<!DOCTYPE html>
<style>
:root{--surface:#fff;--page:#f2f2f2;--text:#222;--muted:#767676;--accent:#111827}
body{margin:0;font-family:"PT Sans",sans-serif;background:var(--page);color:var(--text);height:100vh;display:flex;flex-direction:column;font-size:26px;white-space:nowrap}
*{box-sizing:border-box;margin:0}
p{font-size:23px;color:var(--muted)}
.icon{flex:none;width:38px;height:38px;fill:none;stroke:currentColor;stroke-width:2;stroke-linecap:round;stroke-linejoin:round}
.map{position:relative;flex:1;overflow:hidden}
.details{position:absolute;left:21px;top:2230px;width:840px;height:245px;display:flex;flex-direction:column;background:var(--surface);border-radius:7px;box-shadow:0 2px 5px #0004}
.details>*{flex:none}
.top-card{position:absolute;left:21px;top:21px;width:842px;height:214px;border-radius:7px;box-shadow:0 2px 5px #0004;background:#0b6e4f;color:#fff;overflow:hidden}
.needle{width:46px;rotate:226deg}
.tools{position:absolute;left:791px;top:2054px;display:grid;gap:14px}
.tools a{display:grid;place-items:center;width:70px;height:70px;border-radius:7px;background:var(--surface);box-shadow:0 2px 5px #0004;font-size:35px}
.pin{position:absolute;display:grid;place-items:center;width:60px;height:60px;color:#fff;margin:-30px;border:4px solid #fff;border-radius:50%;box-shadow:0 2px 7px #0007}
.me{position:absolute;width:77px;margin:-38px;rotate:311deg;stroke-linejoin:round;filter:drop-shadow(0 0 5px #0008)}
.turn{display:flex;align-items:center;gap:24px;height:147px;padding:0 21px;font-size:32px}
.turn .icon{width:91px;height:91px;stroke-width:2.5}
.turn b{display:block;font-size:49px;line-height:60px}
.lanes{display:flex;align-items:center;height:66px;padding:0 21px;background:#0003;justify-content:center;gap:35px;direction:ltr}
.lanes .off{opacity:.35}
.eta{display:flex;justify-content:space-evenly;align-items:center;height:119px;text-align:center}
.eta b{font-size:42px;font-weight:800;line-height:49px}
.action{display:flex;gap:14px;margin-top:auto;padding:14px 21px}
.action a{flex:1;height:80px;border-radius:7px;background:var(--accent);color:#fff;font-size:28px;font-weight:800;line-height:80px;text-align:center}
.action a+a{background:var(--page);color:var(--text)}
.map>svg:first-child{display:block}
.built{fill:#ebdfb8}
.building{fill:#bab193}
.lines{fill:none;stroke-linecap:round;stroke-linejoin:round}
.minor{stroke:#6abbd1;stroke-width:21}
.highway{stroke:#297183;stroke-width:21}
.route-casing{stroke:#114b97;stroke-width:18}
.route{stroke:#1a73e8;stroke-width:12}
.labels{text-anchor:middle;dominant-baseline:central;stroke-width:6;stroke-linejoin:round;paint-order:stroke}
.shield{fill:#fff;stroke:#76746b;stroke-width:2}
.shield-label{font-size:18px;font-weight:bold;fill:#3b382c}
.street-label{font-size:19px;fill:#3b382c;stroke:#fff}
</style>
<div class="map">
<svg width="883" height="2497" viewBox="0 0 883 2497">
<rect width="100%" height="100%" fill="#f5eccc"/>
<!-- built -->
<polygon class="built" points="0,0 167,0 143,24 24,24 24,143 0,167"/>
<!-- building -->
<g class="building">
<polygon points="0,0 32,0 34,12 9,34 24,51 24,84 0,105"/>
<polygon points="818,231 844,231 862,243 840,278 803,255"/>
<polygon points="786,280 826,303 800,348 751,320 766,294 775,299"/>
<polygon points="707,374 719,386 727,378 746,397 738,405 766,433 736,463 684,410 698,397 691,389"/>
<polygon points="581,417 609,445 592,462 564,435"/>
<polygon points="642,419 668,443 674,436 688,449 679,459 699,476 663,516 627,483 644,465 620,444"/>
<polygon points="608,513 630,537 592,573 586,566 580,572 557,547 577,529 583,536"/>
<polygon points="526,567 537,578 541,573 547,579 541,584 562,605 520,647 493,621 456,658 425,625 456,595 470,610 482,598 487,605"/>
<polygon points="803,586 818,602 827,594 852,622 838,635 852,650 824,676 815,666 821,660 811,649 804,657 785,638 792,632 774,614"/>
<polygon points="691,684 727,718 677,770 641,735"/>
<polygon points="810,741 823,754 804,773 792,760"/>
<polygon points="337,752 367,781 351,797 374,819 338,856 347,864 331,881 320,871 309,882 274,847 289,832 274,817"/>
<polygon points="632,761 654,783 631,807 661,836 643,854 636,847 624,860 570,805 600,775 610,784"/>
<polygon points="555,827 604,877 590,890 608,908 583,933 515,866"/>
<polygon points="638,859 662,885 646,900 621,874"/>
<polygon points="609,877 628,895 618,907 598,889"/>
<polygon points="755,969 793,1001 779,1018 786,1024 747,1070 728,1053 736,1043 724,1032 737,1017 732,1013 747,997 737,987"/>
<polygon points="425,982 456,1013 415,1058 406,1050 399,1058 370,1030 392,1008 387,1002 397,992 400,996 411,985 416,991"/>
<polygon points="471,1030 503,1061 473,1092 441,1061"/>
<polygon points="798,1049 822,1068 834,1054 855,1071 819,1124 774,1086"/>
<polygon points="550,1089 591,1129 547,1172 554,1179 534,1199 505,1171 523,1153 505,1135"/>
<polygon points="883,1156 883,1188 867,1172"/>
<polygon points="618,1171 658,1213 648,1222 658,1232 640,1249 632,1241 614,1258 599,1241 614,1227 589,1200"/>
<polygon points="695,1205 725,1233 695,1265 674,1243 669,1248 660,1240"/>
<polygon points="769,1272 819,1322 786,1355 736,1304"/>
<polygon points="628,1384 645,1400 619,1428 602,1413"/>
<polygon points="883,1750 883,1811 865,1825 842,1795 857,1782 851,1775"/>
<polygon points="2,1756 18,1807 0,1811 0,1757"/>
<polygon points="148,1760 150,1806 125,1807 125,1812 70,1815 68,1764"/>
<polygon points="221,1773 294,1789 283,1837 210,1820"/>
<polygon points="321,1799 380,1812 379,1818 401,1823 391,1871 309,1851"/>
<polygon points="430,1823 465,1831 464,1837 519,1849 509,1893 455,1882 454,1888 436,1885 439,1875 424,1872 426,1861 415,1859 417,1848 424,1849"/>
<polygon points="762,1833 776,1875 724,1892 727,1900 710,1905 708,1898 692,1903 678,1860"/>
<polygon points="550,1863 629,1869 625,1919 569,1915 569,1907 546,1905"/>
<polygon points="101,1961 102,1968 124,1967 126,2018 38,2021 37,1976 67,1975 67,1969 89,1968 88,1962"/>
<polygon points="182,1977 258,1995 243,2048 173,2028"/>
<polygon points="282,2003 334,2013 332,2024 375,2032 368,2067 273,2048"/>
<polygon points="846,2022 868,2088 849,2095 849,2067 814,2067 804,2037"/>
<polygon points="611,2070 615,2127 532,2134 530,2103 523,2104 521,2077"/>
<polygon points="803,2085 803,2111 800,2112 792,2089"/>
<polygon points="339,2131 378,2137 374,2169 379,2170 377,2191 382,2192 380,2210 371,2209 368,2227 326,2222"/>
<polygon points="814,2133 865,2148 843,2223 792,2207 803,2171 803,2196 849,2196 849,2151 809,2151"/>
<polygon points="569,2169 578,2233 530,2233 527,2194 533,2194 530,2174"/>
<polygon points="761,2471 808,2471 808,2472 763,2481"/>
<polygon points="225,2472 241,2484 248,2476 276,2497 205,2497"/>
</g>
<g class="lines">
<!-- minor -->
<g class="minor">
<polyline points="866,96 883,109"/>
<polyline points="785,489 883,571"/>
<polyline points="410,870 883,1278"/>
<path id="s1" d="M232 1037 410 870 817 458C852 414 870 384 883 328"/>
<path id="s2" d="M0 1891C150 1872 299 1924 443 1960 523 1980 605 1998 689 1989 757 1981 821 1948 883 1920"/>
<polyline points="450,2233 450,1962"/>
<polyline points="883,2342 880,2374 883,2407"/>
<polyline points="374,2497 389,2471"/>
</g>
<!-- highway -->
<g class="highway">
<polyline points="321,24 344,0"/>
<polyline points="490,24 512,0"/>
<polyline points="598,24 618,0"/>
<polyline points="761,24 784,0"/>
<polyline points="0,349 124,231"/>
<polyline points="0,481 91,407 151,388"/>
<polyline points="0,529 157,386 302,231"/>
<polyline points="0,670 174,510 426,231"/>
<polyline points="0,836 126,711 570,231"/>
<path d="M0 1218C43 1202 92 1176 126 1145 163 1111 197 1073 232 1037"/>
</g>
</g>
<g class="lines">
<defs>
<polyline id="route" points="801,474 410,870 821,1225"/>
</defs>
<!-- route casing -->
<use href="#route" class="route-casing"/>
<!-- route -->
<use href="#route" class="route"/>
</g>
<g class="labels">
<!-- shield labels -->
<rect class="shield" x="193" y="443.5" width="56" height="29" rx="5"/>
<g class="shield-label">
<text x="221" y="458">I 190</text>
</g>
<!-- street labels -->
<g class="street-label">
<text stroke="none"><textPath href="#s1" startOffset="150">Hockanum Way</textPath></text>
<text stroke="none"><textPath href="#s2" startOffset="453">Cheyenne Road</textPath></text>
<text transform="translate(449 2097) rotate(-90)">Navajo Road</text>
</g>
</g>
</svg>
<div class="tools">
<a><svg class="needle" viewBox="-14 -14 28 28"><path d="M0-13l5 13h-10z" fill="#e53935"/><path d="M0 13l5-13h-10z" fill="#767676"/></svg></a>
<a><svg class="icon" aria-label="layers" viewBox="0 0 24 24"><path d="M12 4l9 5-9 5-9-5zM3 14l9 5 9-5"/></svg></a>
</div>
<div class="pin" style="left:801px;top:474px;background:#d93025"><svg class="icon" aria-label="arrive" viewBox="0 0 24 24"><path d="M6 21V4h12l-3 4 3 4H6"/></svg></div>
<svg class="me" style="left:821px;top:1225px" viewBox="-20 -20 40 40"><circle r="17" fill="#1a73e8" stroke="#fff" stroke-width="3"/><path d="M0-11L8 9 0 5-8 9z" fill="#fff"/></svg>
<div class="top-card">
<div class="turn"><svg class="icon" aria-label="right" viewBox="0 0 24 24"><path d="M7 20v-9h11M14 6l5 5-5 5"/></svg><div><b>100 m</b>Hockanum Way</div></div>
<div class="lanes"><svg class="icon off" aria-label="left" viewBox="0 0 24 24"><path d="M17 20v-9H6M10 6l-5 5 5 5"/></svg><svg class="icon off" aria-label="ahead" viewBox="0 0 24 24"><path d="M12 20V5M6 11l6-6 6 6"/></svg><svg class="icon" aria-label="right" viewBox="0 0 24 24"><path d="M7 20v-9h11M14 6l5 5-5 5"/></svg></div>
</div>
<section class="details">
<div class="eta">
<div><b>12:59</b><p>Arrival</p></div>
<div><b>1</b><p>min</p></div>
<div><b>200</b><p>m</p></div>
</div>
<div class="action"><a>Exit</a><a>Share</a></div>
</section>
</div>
* * *
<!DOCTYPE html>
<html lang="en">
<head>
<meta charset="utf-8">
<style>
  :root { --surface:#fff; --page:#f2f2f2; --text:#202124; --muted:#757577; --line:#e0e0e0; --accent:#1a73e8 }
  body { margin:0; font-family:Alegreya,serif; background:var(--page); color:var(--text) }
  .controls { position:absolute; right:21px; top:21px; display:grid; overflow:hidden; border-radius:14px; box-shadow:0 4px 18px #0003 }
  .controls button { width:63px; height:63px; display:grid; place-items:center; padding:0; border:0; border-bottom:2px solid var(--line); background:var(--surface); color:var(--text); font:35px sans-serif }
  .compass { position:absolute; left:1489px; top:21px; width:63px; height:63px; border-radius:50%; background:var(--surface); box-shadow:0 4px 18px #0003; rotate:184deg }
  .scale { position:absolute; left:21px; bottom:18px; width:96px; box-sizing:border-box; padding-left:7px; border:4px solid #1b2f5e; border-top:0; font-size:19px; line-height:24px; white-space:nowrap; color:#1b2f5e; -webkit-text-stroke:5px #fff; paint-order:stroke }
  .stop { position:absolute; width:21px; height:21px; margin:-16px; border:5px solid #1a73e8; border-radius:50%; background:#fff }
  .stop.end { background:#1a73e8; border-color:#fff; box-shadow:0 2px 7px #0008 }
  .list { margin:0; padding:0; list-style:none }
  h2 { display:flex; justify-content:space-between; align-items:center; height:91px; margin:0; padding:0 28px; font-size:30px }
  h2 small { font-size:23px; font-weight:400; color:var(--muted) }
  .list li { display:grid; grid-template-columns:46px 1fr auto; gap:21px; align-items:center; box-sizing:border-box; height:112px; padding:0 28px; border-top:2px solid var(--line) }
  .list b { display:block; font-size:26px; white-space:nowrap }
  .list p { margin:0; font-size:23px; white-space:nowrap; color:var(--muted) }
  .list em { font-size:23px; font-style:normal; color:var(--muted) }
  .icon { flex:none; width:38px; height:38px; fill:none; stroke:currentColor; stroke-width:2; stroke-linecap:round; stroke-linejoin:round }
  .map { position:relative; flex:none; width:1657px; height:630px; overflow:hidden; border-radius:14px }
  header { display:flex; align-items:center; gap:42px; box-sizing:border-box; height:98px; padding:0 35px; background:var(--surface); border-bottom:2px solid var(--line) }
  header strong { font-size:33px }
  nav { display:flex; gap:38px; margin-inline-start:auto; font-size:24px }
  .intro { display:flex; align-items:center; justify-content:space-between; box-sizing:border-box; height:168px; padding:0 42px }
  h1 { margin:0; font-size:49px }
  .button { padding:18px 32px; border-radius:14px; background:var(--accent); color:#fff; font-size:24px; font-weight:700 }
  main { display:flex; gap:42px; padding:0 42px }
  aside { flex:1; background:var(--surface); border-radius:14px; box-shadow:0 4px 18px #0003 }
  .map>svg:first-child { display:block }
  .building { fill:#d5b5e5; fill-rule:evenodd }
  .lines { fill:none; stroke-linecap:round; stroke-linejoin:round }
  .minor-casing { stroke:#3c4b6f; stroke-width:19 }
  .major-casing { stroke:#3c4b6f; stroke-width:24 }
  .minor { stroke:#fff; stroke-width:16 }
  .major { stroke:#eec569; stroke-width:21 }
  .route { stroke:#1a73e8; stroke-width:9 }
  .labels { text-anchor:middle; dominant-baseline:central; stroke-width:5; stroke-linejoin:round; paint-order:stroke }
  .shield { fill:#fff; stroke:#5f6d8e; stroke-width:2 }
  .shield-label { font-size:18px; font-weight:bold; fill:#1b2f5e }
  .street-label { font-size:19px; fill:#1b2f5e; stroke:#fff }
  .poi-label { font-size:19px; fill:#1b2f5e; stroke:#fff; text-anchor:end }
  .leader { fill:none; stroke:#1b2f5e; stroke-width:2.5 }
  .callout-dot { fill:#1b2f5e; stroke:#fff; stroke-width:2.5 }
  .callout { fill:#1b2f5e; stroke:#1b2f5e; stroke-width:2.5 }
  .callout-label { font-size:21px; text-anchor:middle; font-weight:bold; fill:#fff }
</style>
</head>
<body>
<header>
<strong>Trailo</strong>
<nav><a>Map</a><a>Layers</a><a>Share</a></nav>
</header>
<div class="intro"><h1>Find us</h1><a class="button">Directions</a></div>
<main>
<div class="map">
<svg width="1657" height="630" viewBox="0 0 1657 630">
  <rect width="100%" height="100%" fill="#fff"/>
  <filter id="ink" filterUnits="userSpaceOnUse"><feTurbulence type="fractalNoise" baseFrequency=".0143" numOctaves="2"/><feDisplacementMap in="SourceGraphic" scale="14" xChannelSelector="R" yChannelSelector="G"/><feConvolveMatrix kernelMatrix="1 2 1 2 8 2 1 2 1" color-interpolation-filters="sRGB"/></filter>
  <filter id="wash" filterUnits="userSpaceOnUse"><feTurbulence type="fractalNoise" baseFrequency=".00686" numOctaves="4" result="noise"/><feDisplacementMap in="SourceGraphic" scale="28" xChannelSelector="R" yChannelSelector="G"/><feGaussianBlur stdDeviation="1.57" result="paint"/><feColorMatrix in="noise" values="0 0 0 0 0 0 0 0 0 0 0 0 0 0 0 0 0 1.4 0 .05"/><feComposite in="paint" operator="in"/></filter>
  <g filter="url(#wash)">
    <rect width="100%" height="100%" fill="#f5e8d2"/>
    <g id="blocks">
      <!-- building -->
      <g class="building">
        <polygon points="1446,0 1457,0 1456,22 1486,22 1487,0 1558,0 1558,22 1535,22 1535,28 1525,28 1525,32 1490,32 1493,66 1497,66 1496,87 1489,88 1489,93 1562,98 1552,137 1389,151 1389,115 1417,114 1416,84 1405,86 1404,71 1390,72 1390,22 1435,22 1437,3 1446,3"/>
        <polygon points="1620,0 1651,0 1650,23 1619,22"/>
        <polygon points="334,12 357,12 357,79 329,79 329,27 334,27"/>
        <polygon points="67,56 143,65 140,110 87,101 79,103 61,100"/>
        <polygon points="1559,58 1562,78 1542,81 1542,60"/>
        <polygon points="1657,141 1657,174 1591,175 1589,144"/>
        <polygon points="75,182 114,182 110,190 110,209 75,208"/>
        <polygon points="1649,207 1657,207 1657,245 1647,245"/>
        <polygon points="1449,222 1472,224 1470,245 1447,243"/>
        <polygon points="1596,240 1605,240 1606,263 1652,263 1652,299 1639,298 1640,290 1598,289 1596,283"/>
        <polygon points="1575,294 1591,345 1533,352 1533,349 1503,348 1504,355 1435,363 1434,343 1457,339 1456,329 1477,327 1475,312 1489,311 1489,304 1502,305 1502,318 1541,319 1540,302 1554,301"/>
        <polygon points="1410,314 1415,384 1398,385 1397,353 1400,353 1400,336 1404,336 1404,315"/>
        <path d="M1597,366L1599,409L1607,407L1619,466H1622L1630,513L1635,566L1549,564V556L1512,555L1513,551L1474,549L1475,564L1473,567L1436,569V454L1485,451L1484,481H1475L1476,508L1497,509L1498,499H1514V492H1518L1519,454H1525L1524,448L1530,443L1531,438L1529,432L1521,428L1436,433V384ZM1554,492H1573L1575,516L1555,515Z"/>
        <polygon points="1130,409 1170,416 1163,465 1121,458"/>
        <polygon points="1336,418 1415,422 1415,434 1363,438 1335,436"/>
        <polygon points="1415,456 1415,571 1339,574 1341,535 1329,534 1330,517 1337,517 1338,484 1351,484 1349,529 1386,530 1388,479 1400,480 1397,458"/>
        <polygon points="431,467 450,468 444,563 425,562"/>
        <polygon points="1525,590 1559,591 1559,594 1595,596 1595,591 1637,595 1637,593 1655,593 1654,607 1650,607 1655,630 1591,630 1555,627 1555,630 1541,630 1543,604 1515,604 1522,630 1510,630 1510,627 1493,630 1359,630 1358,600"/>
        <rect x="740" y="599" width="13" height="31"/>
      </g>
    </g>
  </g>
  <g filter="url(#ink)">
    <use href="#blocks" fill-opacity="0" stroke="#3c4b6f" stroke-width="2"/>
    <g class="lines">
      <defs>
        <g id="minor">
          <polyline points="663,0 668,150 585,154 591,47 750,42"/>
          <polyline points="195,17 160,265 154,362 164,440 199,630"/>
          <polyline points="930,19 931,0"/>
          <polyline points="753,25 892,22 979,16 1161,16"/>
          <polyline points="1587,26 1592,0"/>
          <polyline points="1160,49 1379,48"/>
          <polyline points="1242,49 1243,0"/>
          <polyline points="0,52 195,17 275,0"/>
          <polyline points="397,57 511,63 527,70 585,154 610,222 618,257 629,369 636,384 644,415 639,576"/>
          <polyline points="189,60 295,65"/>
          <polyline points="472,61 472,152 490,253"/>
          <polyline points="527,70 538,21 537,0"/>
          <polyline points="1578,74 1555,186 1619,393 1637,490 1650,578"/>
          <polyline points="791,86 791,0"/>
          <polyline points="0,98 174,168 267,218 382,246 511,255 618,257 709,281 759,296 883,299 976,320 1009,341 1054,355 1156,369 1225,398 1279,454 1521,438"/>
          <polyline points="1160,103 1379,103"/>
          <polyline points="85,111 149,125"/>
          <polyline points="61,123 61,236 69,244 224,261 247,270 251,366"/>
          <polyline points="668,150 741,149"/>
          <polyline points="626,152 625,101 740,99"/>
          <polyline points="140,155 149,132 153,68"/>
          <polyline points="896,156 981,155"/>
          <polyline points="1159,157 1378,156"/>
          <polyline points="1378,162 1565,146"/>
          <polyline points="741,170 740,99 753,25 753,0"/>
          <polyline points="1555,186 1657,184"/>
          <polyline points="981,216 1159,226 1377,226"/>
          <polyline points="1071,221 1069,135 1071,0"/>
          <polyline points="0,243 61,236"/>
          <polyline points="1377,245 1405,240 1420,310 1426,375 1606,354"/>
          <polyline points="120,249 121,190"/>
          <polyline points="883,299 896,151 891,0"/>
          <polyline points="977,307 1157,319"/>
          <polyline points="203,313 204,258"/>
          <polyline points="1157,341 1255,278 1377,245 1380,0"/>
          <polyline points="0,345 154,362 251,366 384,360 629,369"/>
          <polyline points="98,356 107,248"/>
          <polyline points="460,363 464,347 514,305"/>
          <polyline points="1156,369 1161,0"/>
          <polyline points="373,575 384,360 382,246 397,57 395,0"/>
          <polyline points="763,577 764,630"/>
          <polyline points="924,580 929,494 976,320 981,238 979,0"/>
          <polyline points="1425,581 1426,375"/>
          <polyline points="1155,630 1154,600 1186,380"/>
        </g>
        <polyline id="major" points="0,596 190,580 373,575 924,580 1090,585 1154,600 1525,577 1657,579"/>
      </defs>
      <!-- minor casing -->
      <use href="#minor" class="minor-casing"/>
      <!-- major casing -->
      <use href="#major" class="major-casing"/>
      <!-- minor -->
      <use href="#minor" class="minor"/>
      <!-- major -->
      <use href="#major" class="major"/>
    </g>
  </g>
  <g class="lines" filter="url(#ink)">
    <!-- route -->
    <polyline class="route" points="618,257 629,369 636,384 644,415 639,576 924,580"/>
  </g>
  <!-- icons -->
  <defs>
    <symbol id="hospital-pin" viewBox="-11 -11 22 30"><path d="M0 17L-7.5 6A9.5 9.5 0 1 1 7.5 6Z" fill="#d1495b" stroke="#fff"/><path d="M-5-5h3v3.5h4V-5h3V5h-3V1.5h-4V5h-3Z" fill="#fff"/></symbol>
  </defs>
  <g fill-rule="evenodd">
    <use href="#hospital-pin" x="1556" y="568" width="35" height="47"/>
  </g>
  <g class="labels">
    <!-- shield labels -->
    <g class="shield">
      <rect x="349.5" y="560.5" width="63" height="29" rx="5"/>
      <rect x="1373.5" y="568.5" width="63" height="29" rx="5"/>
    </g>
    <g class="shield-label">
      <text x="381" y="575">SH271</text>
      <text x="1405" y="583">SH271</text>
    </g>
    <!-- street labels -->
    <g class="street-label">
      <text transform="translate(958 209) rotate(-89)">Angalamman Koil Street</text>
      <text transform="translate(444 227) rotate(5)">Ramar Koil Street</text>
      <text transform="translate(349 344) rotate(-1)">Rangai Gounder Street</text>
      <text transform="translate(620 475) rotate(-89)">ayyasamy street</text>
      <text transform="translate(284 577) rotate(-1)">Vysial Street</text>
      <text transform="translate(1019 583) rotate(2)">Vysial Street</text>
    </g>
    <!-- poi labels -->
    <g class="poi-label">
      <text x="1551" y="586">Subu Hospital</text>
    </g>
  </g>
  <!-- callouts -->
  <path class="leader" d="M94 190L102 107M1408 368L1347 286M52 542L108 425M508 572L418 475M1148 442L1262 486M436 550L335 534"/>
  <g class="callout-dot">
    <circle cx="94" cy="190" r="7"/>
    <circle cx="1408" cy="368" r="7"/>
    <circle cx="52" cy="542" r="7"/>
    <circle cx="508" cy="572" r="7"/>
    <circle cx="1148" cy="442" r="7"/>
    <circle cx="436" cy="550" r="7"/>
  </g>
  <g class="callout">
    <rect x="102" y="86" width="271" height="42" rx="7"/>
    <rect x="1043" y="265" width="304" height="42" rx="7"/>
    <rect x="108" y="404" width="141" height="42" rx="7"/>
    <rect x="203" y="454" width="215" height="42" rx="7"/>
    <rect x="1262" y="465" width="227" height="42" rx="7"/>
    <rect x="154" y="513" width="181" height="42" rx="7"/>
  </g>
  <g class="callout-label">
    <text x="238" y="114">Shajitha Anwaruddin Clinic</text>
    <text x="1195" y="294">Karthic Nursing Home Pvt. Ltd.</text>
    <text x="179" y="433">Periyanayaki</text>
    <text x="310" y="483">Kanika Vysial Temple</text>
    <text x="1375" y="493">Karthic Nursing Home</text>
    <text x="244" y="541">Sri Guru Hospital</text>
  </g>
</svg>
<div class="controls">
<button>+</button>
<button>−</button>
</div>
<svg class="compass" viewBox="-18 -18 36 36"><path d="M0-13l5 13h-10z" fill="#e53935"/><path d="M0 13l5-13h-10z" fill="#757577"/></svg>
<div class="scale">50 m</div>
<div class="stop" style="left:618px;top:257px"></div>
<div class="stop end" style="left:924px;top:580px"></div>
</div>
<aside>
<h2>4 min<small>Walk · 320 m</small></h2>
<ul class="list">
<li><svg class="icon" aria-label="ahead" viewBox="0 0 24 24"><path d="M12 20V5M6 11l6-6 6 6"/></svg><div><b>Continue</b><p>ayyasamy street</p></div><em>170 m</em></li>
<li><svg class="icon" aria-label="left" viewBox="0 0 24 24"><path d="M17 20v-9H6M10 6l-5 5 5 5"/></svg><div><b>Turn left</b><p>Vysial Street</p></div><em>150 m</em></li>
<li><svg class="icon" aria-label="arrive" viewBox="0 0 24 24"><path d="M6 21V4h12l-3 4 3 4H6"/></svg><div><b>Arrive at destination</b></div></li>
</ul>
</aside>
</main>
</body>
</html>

PROBLEM TO WORK ON:
Check each line above for the word "stop", and copy the lines where it appears.

SOLUTION TO THIS TASK:
  .stop { position:absolute; width:21px; height:21px; margin:-16px; border:5px solid #1a73e8; border-radius:50%; background:#fff }
  .stop.end { background:#1a73e8; border-color:#fff; box-shadow:0 2px 7px #0008 }
<div class="stop" style="left:618px;top:257px"></div>
<div class="stop end" style="left:924px;top:580px"></div>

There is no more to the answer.